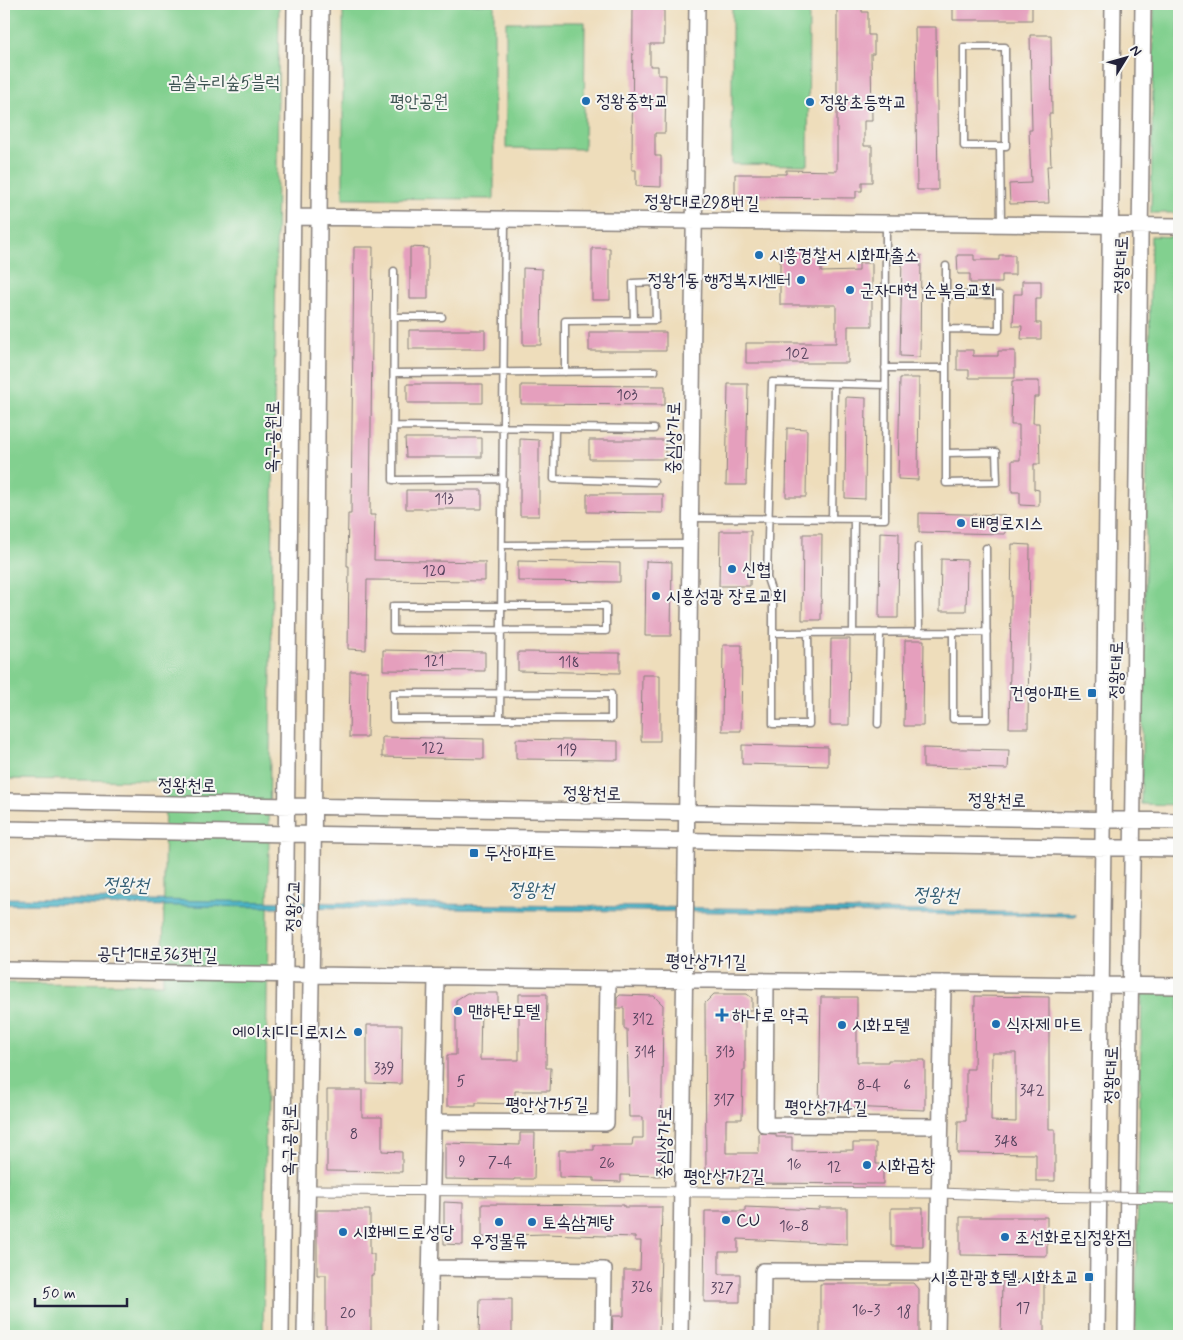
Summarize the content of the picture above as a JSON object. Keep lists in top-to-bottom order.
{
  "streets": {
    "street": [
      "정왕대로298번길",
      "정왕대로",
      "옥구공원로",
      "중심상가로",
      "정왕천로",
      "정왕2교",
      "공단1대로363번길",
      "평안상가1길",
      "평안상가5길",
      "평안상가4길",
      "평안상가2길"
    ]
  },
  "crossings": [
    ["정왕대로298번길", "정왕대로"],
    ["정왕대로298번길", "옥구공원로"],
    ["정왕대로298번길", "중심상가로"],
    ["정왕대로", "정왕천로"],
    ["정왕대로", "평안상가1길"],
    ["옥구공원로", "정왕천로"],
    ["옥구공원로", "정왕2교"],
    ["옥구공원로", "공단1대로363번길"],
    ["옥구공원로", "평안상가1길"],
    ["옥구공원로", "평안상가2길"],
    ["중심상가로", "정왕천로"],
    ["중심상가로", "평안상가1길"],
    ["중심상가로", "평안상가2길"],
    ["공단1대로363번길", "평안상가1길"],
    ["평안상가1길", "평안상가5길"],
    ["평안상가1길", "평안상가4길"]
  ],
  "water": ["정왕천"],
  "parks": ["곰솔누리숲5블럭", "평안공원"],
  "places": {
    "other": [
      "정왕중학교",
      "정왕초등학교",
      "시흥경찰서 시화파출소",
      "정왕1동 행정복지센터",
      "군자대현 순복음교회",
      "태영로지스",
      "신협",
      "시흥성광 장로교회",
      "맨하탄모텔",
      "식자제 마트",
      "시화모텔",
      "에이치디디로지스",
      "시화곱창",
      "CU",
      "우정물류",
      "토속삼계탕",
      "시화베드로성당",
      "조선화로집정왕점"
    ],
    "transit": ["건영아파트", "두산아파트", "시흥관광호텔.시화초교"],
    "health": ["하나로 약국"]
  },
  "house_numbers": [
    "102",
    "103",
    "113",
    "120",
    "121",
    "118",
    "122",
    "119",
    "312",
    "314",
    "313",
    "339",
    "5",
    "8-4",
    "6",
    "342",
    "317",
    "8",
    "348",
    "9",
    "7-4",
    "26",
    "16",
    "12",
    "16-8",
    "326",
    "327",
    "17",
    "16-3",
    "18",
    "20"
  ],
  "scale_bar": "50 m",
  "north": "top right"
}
※ ※ ※
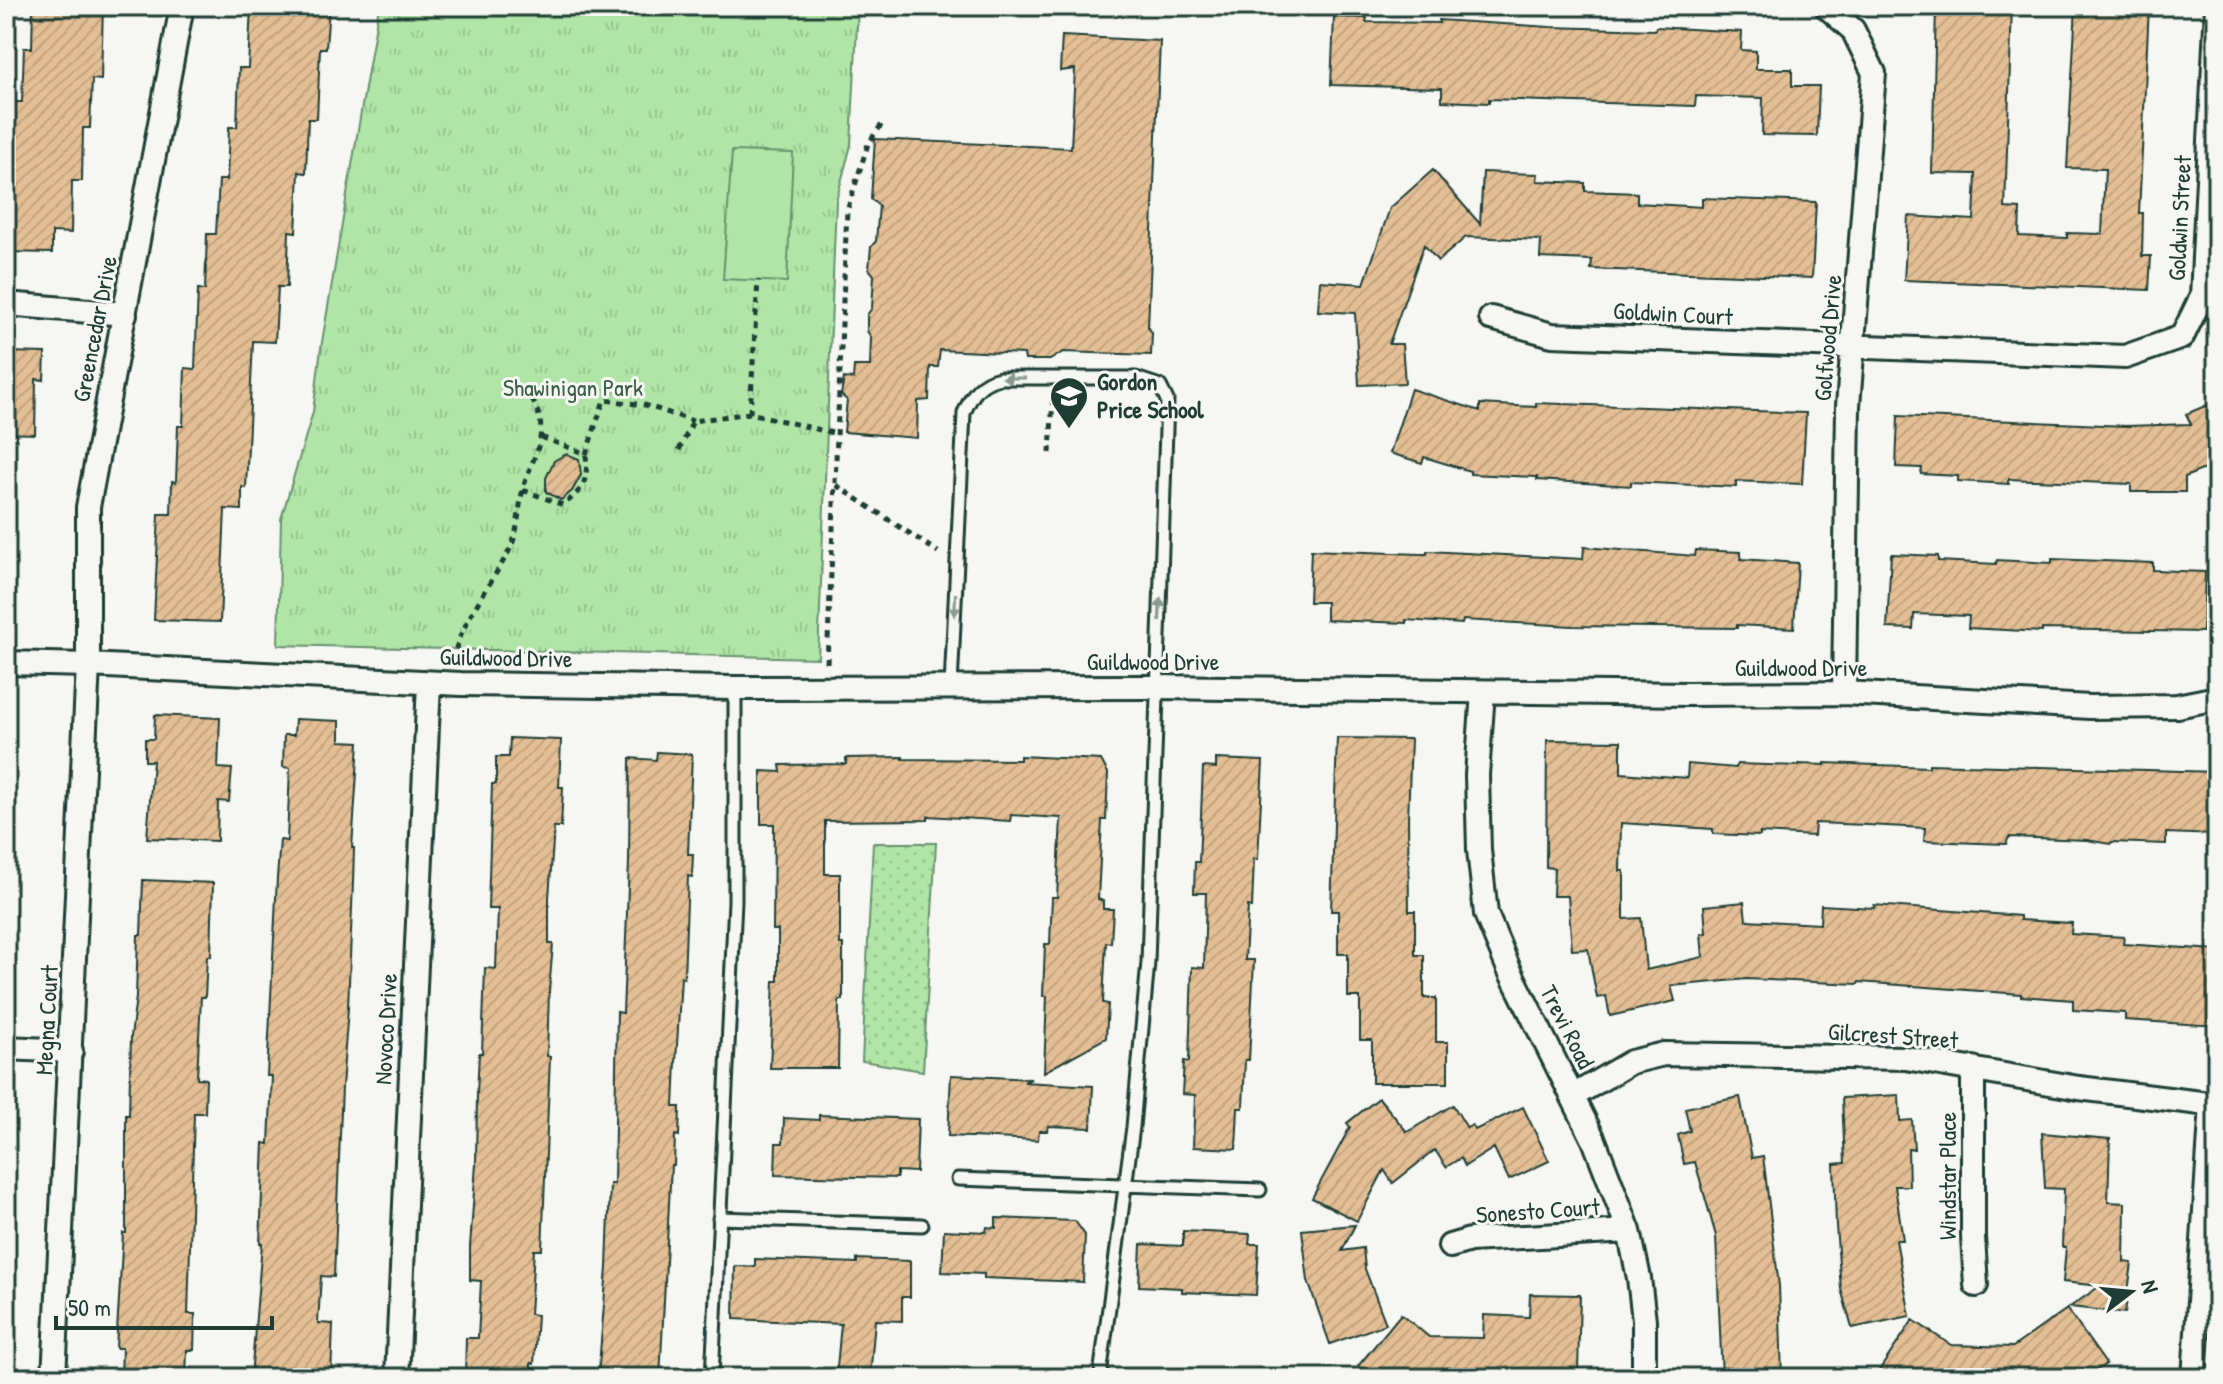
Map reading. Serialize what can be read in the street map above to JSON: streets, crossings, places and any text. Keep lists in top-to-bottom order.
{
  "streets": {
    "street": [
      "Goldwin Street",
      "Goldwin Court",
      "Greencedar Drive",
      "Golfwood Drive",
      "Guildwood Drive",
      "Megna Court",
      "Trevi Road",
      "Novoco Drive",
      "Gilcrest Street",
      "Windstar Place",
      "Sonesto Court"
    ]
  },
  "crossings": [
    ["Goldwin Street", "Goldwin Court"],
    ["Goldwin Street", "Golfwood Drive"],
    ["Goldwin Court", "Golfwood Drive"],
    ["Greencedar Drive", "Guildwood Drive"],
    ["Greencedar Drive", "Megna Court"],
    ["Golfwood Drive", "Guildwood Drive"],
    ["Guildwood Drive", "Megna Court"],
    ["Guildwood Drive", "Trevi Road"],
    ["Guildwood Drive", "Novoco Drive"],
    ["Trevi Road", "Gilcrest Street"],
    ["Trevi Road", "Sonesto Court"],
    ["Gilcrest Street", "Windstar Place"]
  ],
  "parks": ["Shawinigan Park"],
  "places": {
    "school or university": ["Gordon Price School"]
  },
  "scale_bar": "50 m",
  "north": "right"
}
※ ※ ※
Problem to solve - In the entries above, find every line holding the word "Goldwin" and copy it out.

Reply -
      "Goldwin Street",
      "Goldwin Court",
    ["Goldwin Street", "Goldwin Court"],
    ["Goldwin Street", "Golfwood Drive"],
    ["Goldwin Court", "Golfwood Drive"],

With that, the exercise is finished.